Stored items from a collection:
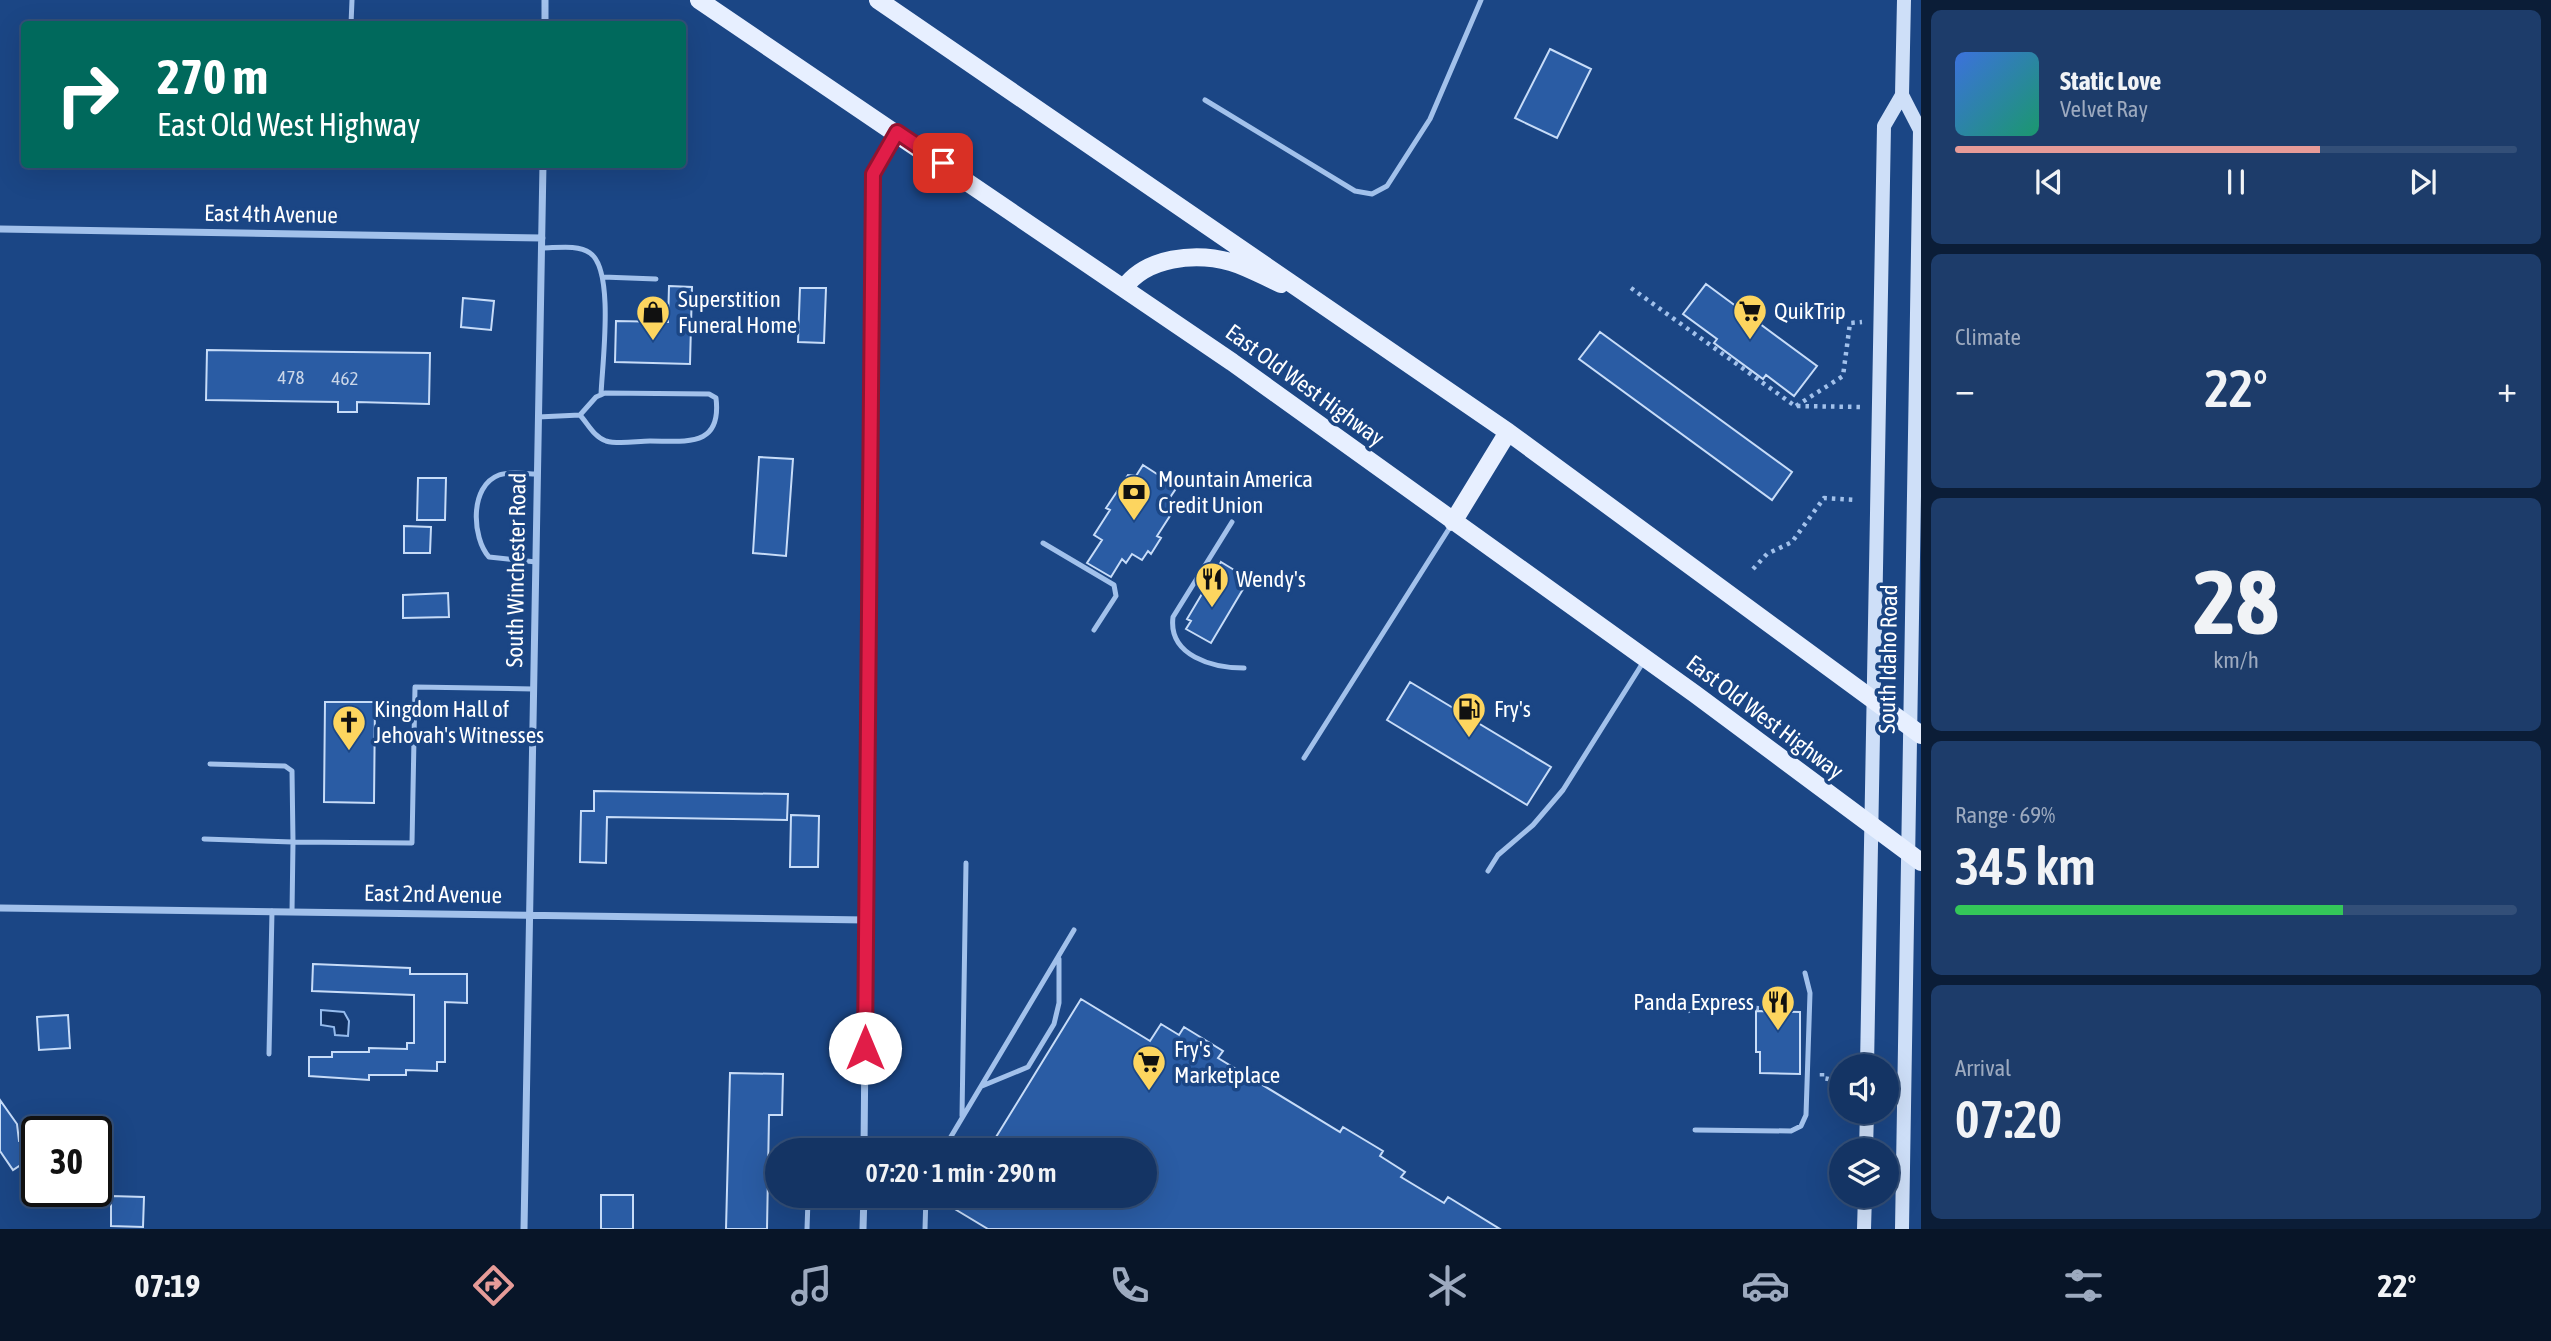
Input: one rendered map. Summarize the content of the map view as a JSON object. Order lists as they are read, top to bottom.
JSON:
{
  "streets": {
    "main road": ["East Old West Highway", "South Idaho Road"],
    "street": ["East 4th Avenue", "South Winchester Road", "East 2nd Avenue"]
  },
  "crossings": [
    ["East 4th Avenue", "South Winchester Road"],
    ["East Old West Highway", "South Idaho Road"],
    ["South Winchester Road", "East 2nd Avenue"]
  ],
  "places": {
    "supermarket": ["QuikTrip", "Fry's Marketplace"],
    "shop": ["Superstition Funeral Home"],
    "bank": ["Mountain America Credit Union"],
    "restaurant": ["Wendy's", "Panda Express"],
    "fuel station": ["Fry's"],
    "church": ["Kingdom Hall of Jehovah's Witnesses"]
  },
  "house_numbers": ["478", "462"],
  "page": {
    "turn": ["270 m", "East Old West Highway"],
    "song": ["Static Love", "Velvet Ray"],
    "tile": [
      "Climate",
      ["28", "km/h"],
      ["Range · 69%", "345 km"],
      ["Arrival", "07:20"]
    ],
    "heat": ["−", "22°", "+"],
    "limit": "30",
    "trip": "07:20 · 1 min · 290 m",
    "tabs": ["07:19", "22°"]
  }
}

TASK DETAILS: Output all of the entries once more, word for word, with the images removed.

ANSWER AREA:
Input: one rendered map. Summarize the content of the map view as a JSON object. Order lists as they are read, top to bottom.
JSON:
{
  "streets": {
    "main road": ["East Old West Highway", "South Idaho Road"],
    "street": ["East 4th Avenue", "South Winchester Road", "East 2nd Avenue"]
  },
  "crossings": [
    ["East 4th Avenue", "South Winchester Road"],
    ["East Old West Highway", "South Idaho Road"],
    ["South Winchester Road", "East 2nd Avenue"]
  ],
  "places": {
    "supermarket": ["QuikTrip", "Fry's Marketplace"],
    "shop": ["Superstition Funeral Home"],
    "bank": ["Mountain America Credit Union"],
    "restaurant": ["Wendy's", "Panda Express"],
    "fuel station": ["Fry's"],
    "church": ["Kingdom Hall of Jehovah's Witnesses"]
  },
  "house_numbers": ["478", "462"],
  "page": {
    "turn": ["270 m", "East Old West Highway"],
    "song": ["Static Love", "Velvet Ray"],
    "tile": [
      "Climate",
      ["28", "km/h"],
      ["Range · 69%", "345 km"],
      ["Arrival", "07:20"]
    ],
    "heat": ["−", "22°", "+"],
    "limit": "30",
    "trip": "07:20 · 1 min · 290 m",
    "tabs": ["07:19", "22°"]
  }
}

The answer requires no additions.